Model-free analysis in the spectral domain of postmortem mouse brain EPSI reveals inconsistencies with model-based analyses of the free induction decay

Purpose Dysmyelinating disorders lead to abnormalities in myelin structure that produce detectable effects in an echo-planar spectroscopic imaging (EPSI) signal. To estimate the voxel-wise proportion of myelin, data are typically fit to compartmental models in the time domain. This work characterizes limitations in these models by comparing high-resolution water spectra measured in postmortem fixed mouse brains to spectra predicted from time-domain models fit to the same data, specifically by comparing spectra from control and shiverer mice, a model for dysmyelination.

Methods Perfusion-fixed, resected control (n = 5) and shiverer (n = 4) mouse brains were imaged using 3D EPSI with 100 µm isotropic resolution. The free induction decay (FID) was sampled every 2.74 ms over 192 echoes and Fourier transformed to produce water spectra with 1.9 Hz resolution.
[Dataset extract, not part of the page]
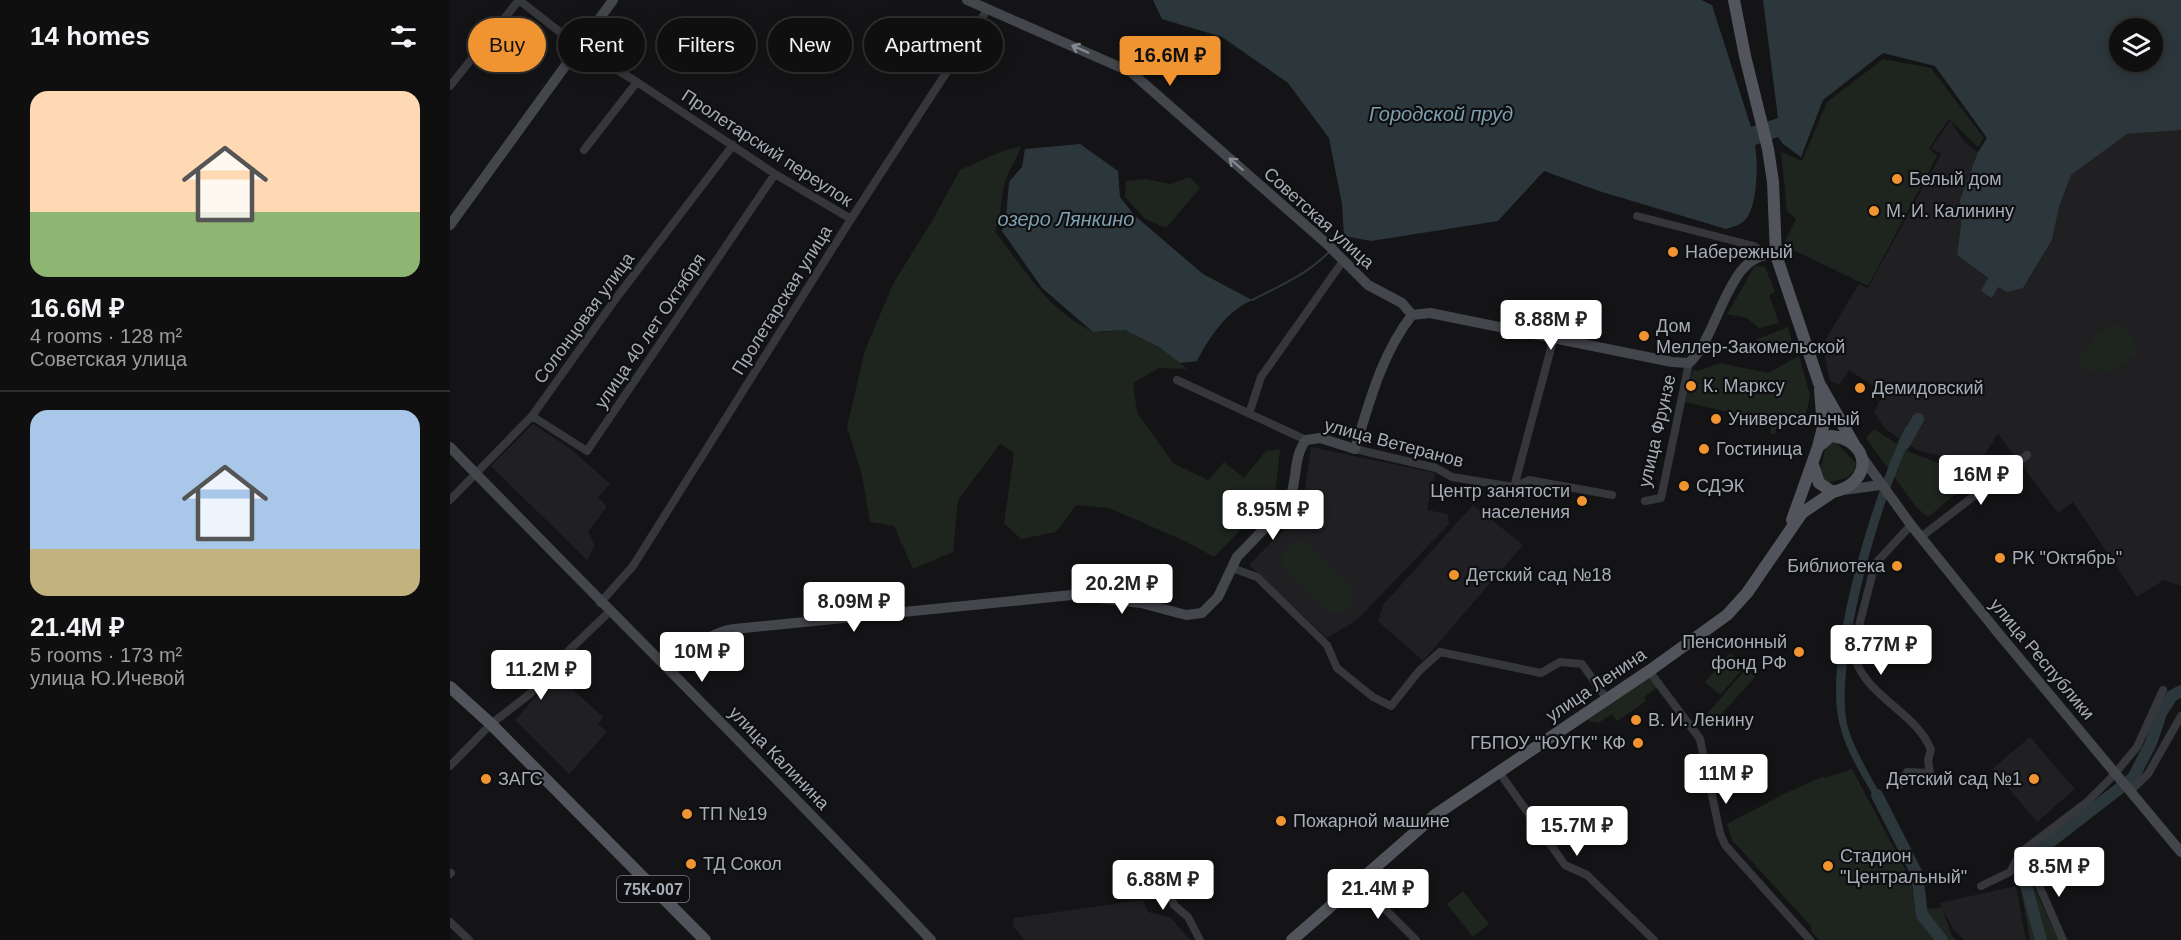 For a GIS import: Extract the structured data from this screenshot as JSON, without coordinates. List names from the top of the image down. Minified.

FIDs were also fit to two biophysical models and the resulting fits were converted to spectra with a Fourier transform. Spectral asymmetry was computed and compared before and after fitting the data to models.

Results Spectra derived from both models did not show the magnitude of asymmetric broadening observed in the raw data. Correlations between data- and model-derived asymmetries and estimated frequency shifts are weak, leading to a reduction in spectral sensitivity to changes in white-matter structure after fitting the data to models.

Conclusion The results demonstrate spectral inconsistencies between biophysical model predictions and measured data, promoting the further incorporation of spectral analysis methods to develop and benchmark new model-based approaches.